The Federal Reserve Board, the President's Council of Economic Advisors, the Department of Commerce — all had special research teams seeking an answer. The primary focus of the debate, however, was the US Senate, where a nationally televised Congressional investigation hammered at the problem day after day. Dubbed the "Debt Hearings," these meetings became a constant focus of the media throughout the worst months of the panic.

Spectators crowded the visitors' galleries of Congress to witness the spectacle. TV cameras were everywhere. Transcripts, sound files, and video clips were among the most popular downloads on the Internet. Solemn faces abounded.

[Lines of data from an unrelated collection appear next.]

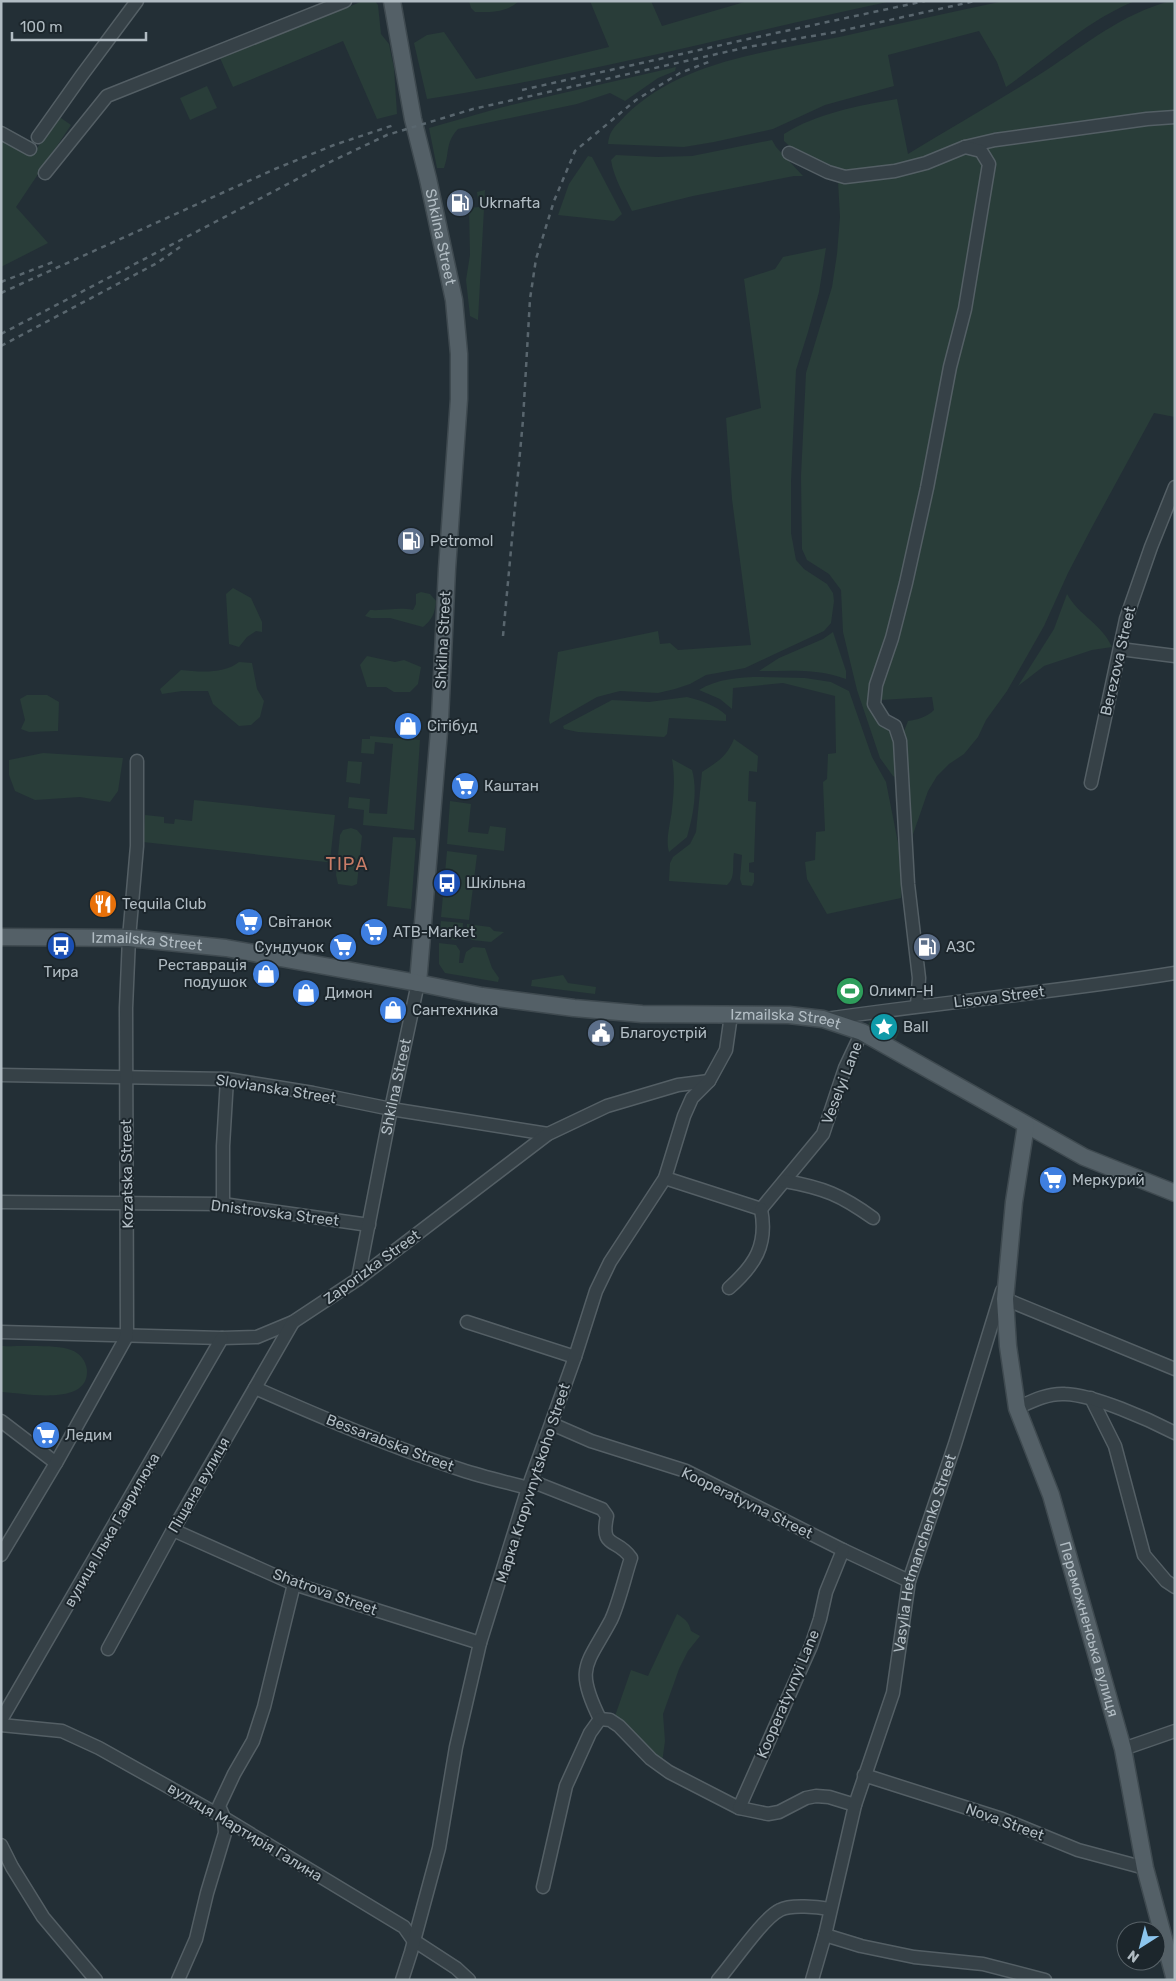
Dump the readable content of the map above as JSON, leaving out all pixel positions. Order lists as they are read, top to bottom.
{
  "streets": {
    "main road": [
      "Shkilna Street",
      "Izmailska Street",
      "Vasylia Hetmanchenko Street",
      "Переможненська вулиця"
    ],
    "street": [
      "Berezova Street",
      "Lisova Street",
      "Veselyi Lane",
      "Slovianska Street",
      "Kozatska Street",
      "Dnistrovska Street",
      "Zaporizka Street",
      "Bessarabska Street",
      "Марка Kropyvnytskoho Street",
      "Піщана вулиця",
      "Kooperatyvna Street",
      "вулиця Ілька Гаврилюка",
      "Shatrova Street",
      "Kooperatyvnyi Lane",
      "Nova Street",
      "вулиця Мартирія Галина"
    ]
  },
  "crossings": [
    ["Shkilna Street", "Izmailska Street"],
    ["Shkilna Street", "Slovianska Street"],
    ["Shkilna Street", "Dnistrovska Street"],
    ["Shkilna Street", "Zaporizka Street"],
    ["Izmailska Street", "Lisova Street"],
    ["Izmailska Street", "Veselyi Lane"],
    ["Izmailska Street", "Kozatska Street"],
    ["Izmailska Street", "Марка Kropyvnytskoho Street"],
    ["Izmailska Street", "Vasylia Hetmanchenko Street"],
    ["Slovianska Street", "Kozatska Street"],
    ["Slovianska Street", "Zaporizka Street"],
    ["Kozatska Street", "Dnistrovska Street"],
    ["Kozatska Street", "Zaporizka Street"],
    ["Zaporizka Street", "Марка Kropyvnytskoho Street"],
    ["Zaporizka Street", "Піщана вулиця"],
    ["Zaporizka Street", "вулиця Ілька Гаврилюка"],
    ["Bessarabska Street", "Марка Kropyvnytskoho Street"],
    ["Bessarabska Street", "Піщана вулиця"],
    ["Марка Kropyvnytskoho Street", "Kooperatyvna Street"],
    ["Марка Kropyvnytskoho Street", "Shatrova Street"],
    ["Марка Kropyvnytskoho Street", "вулиця Мартирія Галина"],
    ["Піщана вулиця", "Shatrova Street"],
    ["Kooperatyvna Street", "Vasylia Hetmanchenko Street"],
    ["Kooperatyvna Street", "Kooperatyvnyi Lane"],
    ["Vasylia Hetmanchenko Street", "Переможненська вулиця"],
    ["Vasylia Hetmanchenko Street", "Nova Street"],
    ["Переможненська вулиця", "Nova Street"]
  ],
  "districts": ["ТІРА"],
  "places": {
    "fuel station": ["Ukrnafta", "Petromol", "АЗС"],
    "shop": [
      "Сітібуд",
      "Реставрація подушок",
      "Димон",
      "Сантехника"
    ],
    "supermarket": [
      "Каштан",
      "Світанок",
      "ATB-Market",
      "Сундучок",
      "Меркурий",
      "Ледим"
    ],
    "bus stop": ["Шкільна", "Тира"],
    "restaurant": ["Tequila Club"],
    "sports": ["Олимп-Н"],
    "place": ["Ball"],
    "public building": ["Благоустрій"]
  },
  "scale_bar": "100 m",
  "north": "bottom left"
}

On the first day, the Chairman of the Senate Finance Committee made an issue over savings. He complained that the savings rate of Americans had plunged to zero. So he embarked on a campaign of his own to find out how to get Americans to save more. "All we have to do is boost the savings rates somehow," he said, "and we'll be over the hump." He called expert witnesses and asked them one by one: "What would happen if America had a savings rate like Japan's?"

The first witness, the former Metrobank Chairman, replied: "Unfortunately, Senator, the question implies a great deal of wishful thinking. Rather than improve, the US savings rate has plunged. Furthermore, even if we suddenly shifted to a 10% or 15% savings rate — without the technological and cultural changes — the near-term results would be disastrous. When someone saves a lot more, he spends less; and when you have less spending, the entire economy suffers. The kind of change you want may help in the long run, but it won't stop the immediate crisis."

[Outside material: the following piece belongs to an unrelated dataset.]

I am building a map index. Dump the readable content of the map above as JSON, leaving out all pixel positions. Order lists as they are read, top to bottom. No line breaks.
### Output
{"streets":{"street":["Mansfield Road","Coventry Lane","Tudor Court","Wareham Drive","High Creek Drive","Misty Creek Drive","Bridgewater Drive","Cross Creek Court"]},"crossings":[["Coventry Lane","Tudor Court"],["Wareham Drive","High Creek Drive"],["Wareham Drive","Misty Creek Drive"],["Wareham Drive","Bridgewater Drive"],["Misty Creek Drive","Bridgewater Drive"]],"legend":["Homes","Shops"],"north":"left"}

"What would happen if the Treasury issued gold-backed bonds?" asked a maverick Republican Senator from the Midwest.

"Excuse my bluntness," responded the next witness, John Hartman, "but here we go again — avoiding the real, hard solutions, looking for magic-wand approaches. Gold-linked bonds would only help as long as gold itself remains attractive in these times of fear from international threats. But as soon as gold weakens, it will be like two drunks trying to support each other — a struggling bond market and an erratic gold market."

"Is there no way of satisfying bond investors without an economic calamity?" the Senator from Illinois interjected.

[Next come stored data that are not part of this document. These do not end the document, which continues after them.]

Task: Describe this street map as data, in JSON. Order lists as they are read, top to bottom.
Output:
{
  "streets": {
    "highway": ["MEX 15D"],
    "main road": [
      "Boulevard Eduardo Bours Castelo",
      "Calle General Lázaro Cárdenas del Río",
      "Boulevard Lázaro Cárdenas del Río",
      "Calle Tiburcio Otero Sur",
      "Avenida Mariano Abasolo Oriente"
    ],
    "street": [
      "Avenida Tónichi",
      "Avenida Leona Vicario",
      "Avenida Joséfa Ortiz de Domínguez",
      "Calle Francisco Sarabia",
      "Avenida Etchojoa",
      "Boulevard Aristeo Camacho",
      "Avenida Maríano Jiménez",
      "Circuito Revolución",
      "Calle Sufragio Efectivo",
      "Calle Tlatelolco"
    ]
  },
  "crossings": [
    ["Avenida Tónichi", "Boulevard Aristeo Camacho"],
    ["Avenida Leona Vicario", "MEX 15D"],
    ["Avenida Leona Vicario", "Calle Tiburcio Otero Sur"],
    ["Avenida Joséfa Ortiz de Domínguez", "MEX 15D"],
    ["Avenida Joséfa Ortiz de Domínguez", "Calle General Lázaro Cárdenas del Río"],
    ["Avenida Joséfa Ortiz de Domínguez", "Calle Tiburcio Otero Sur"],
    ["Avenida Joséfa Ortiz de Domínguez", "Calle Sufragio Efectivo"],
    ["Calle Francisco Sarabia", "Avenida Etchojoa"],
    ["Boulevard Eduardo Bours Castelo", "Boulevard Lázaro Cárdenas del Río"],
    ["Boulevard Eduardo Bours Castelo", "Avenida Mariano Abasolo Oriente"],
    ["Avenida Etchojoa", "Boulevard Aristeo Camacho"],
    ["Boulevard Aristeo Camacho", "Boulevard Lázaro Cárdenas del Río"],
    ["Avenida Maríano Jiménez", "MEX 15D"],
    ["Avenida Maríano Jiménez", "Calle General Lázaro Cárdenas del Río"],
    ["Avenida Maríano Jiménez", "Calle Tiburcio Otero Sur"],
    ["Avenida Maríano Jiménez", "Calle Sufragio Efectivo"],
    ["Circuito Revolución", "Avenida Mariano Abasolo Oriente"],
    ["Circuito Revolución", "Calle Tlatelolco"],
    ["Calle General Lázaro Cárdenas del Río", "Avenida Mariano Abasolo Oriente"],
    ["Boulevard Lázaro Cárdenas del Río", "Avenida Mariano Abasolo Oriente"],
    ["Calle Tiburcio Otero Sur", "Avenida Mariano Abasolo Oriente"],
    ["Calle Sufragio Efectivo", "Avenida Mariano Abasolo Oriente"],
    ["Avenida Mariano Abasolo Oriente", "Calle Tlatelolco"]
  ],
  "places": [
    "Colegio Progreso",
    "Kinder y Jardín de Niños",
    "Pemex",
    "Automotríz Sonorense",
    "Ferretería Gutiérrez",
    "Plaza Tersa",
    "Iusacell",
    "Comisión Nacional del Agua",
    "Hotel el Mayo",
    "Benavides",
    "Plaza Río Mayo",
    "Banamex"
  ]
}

"For argument's sake," Hartman continued, "let's say you find a good gimmick that sells new government bonds — variable rates, zero coupons, partial tax exemptions or whatever. What happens? To the degree that the new gimmick does attract buyers for new issues, it automatically damages the market for the old government issues. And it just so happens that there are trillions of those out there."

A new witness came forward. The Senator from Illinois leaned back and said, "Throughout these hearings, we have heard why this or that solution won't work. Are you here to suggest how we can get out of this mess? Or are you here, just like the others, to knock down our ideas?"

"Sir, there is no short-term solution. We are already in a money panic, and there is nothing you can do to turn back the clock. You must let nature take its course, intervening only to avoid disorderly markets and to keep the heartbeat of the economy—the financial centers—alive."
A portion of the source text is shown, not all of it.